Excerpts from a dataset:
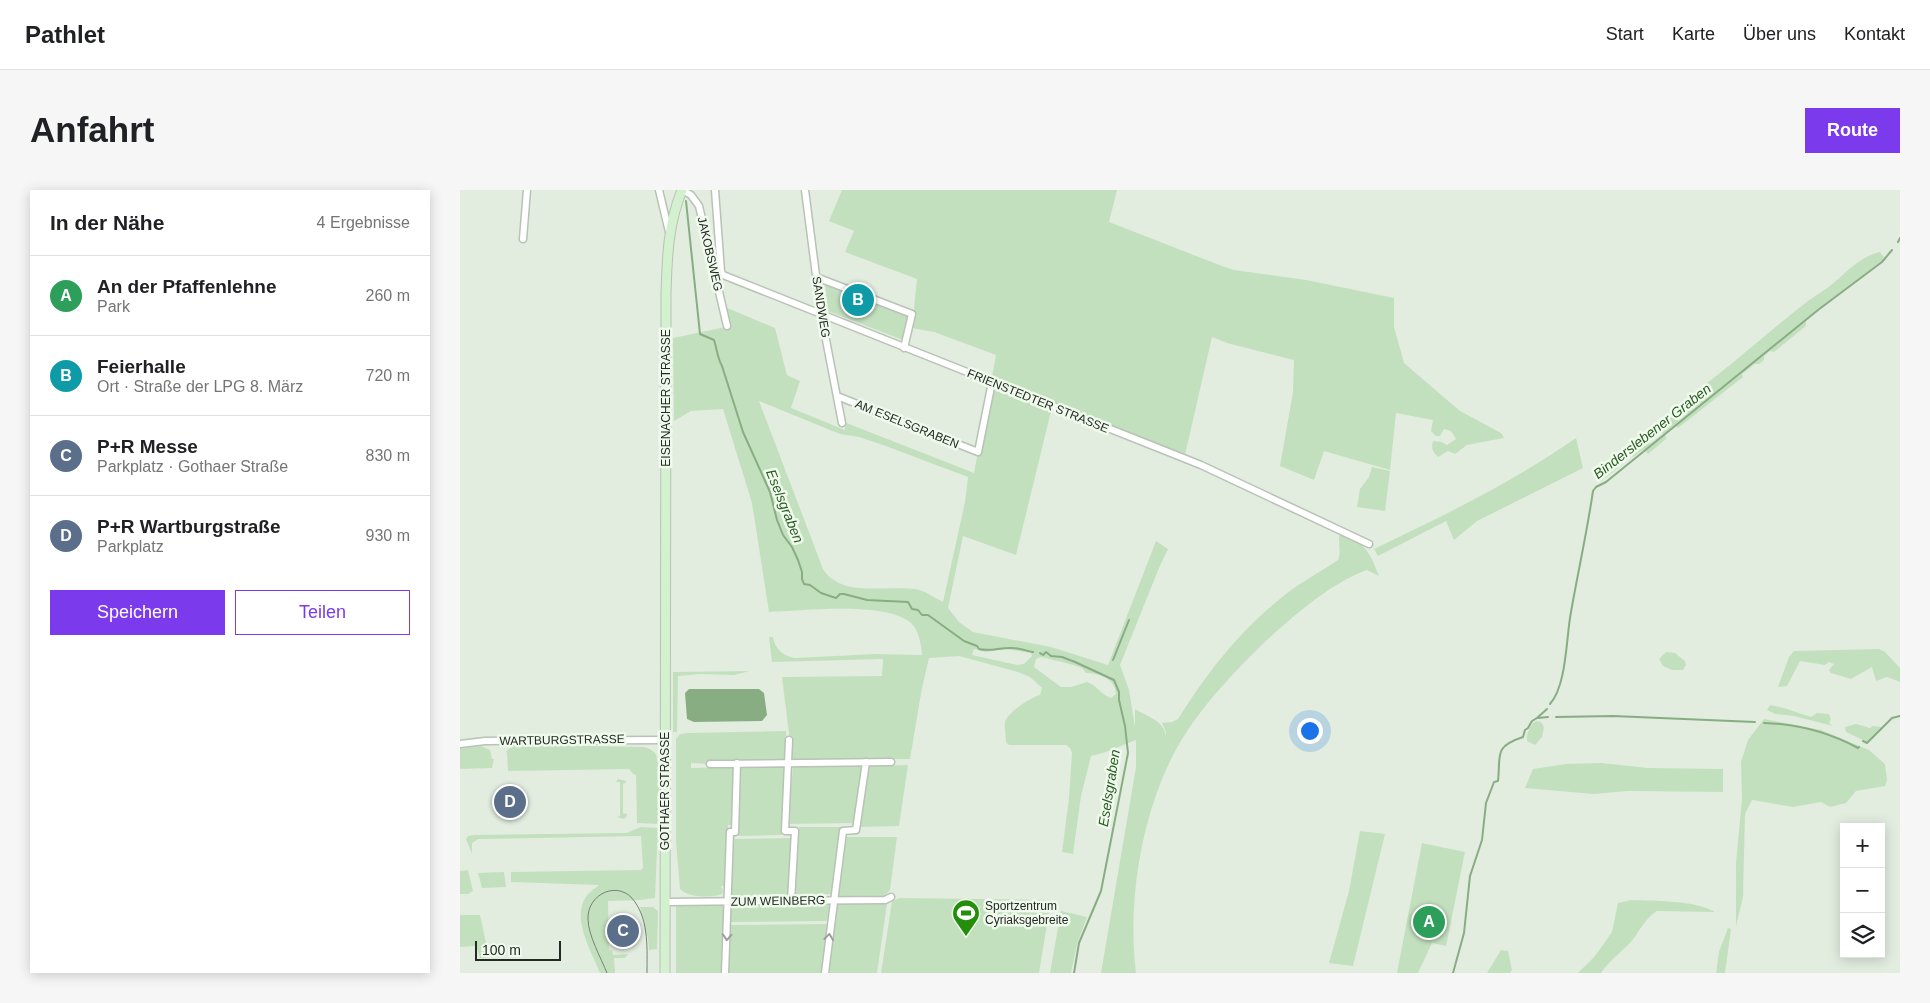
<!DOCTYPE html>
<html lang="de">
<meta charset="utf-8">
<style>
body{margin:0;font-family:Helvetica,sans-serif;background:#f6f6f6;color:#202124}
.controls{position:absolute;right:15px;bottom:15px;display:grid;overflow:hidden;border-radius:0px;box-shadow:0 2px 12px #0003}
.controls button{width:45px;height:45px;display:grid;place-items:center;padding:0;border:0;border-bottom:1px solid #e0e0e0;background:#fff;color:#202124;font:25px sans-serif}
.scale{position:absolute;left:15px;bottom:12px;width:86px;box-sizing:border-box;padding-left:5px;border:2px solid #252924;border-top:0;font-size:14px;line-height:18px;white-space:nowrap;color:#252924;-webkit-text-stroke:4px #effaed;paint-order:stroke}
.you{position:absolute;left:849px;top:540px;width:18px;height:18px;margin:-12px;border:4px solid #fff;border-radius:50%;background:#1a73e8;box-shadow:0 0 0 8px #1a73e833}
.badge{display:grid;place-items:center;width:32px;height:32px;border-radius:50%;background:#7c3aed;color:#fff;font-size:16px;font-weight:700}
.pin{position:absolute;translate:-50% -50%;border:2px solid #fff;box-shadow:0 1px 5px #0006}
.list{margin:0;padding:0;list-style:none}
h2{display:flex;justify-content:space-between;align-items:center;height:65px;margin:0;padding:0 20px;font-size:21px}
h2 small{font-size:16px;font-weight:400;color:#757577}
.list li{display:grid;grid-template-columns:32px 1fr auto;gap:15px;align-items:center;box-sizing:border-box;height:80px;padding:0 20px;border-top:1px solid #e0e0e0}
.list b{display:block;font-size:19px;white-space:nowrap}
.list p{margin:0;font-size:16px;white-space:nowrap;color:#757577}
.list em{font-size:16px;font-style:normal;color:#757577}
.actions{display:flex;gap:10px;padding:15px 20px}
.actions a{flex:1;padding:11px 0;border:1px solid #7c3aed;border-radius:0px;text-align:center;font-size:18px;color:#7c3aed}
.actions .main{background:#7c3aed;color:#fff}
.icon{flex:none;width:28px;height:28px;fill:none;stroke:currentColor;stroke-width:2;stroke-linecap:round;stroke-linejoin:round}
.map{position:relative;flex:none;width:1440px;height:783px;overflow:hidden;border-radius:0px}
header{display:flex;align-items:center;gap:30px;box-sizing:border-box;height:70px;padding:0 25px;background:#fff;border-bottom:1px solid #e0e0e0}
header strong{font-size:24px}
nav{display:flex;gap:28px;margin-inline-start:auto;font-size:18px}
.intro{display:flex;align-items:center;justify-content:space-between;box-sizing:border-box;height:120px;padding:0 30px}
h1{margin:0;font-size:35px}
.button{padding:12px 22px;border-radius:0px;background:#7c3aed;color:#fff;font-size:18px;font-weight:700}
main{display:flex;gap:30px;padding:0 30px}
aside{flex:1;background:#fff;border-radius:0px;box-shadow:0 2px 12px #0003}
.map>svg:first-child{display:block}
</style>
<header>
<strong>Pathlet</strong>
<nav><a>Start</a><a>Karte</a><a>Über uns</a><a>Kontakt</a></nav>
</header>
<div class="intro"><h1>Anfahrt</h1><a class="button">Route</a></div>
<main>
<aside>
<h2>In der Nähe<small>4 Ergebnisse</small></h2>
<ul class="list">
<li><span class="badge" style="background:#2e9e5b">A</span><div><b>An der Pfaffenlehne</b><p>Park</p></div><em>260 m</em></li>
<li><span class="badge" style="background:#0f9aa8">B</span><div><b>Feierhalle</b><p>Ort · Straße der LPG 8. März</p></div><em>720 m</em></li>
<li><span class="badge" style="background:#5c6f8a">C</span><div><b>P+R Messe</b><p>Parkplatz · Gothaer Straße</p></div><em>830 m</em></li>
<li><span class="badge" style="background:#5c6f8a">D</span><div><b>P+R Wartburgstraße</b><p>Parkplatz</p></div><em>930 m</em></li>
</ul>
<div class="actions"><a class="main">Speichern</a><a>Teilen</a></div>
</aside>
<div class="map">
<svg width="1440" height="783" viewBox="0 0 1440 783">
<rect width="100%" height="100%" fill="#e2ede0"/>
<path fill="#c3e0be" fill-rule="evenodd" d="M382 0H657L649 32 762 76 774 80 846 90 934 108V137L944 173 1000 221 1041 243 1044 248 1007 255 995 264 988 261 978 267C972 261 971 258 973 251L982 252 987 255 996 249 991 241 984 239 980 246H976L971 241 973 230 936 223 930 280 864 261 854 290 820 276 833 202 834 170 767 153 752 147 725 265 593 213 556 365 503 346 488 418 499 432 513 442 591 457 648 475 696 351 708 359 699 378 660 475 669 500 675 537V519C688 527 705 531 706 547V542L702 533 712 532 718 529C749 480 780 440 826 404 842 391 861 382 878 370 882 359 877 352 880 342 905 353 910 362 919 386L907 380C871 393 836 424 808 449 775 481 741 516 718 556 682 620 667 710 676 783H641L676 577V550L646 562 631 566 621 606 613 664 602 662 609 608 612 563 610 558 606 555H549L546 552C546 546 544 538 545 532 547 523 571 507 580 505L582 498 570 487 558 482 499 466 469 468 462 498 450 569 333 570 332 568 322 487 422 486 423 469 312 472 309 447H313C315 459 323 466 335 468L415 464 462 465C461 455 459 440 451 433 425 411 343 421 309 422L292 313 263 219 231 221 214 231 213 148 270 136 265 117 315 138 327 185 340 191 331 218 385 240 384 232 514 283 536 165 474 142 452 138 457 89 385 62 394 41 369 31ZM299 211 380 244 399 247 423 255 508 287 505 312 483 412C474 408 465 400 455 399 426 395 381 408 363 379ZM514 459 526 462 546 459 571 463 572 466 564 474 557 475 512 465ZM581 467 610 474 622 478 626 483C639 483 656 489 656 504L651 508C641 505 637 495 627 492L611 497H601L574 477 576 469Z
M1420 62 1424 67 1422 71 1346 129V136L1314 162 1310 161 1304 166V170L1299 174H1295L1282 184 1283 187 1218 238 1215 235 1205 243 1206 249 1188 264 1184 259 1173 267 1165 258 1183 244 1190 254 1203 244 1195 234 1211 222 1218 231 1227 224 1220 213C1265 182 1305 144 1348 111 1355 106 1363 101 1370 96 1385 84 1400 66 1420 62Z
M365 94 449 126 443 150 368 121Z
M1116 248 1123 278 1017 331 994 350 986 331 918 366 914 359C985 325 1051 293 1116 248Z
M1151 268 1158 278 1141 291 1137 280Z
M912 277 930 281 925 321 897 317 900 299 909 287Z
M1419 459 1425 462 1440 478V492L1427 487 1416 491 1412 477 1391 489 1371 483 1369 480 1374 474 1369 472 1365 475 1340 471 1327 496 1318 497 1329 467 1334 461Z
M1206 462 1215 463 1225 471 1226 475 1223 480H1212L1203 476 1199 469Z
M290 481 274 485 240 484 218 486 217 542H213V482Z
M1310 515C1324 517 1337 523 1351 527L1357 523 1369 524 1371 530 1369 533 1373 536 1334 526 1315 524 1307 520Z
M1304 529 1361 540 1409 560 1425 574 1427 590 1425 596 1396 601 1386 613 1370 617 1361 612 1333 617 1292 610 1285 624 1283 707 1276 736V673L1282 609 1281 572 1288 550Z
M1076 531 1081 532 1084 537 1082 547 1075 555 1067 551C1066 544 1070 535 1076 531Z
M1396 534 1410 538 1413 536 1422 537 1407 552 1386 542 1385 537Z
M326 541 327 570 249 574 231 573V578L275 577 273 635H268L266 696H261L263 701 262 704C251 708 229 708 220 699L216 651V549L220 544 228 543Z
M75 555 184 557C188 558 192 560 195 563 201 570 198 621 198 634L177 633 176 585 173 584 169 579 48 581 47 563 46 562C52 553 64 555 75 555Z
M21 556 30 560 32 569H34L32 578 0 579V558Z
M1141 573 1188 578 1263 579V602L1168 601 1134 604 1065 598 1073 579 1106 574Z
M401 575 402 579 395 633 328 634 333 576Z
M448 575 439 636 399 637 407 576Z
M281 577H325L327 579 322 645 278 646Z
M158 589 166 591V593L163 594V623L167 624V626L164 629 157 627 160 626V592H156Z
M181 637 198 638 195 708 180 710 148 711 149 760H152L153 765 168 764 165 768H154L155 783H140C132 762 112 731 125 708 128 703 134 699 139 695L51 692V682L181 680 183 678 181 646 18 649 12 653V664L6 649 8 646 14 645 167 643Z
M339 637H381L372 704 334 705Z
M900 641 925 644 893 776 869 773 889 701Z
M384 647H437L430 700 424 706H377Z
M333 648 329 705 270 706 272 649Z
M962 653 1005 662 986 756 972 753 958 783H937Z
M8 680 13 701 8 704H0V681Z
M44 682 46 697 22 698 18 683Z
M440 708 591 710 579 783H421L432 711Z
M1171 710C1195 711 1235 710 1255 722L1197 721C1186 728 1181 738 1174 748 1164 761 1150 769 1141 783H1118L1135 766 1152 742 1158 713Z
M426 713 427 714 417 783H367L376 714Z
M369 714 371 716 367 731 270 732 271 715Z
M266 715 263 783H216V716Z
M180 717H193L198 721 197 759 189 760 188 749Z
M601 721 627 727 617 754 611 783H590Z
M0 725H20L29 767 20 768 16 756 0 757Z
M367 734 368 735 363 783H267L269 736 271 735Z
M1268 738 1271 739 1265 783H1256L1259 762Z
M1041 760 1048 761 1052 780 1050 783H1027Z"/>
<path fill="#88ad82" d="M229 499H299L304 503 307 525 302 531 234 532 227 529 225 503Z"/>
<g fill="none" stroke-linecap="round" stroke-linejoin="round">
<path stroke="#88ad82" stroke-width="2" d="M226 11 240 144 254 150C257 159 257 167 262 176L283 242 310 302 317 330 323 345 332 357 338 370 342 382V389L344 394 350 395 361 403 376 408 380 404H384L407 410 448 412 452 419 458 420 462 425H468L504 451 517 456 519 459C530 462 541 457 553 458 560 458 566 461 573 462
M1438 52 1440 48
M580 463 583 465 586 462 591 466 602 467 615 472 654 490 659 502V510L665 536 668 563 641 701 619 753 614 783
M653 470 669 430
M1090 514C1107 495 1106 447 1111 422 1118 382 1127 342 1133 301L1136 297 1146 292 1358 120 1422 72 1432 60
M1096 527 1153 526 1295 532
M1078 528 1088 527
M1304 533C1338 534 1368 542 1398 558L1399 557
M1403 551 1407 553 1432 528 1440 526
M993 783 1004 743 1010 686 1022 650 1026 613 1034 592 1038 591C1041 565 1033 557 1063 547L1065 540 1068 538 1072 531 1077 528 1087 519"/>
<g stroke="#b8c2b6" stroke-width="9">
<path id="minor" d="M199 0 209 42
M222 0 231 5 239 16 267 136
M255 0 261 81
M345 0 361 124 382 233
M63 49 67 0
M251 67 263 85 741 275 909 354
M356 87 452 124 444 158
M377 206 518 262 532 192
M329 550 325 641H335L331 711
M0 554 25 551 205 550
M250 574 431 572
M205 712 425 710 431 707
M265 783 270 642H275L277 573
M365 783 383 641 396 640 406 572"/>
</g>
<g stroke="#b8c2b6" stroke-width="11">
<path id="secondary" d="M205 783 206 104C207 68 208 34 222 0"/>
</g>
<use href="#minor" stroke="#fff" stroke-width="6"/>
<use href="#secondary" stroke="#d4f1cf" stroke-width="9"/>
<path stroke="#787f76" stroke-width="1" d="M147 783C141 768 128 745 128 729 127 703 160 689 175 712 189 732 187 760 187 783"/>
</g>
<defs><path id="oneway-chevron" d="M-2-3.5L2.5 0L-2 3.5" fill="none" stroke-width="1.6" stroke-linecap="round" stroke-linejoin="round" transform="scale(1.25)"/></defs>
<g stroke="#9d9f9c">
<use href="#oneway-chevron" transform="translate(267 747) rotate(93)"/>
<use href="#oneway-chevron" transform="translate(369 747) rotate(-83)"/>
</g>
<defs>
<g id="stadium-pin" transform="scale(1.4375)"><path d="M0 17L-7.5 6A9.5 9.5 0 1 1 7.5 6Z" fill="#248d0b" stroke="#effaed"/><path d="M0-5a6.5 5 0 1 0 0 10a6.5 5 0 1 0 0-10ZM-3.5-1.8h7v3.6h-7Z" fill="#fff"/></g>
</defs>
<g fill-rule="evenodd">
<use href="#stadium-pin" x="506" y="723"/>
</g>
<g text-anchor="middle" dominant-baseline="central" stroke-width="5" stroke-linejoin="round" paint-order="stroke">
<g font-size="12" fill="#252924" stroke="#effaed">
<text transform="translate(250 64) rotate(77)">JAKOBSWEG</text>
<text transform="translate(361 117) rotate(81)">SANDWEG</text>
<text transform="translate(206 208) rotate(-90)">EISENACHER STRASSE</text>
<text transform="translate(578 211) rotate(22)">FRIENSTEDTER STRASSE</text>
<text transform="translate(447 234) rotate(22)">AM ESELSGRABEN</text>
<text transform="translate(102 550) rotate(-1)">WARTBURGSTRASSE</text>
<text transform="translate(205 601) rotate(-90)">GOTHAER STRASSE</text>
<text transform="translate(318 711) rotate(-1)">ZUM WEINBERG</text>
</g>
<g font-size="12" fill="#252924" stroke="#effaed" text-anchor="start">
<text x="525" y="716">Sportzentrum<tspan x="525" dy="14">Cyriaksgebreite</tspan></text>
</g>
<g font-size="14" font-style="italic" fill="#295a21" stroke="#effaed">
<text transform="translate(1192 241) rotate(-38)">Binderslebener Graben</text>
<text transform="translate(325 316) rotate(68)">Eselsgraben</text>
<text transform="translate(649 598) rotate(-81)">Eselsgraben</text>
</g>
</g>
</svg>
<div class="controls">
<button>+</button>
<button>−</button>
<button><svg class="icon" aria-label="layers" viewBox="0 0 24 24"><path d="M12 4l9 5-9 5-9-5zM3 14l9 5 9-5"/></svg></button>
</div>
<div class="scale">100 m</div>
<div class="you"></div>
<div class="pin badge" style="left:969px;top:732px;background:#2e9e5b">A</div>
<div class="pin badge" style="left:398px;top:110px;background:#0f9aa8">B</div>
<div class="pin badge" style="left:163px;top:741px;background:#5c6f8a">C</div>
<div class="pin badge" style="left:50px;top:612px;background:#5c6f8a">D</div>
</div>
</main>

◆ PROBLEM STATEMENT
Answer with one number, namely the count of lines in the entries that include the word "hidden".

◆ RESULT
2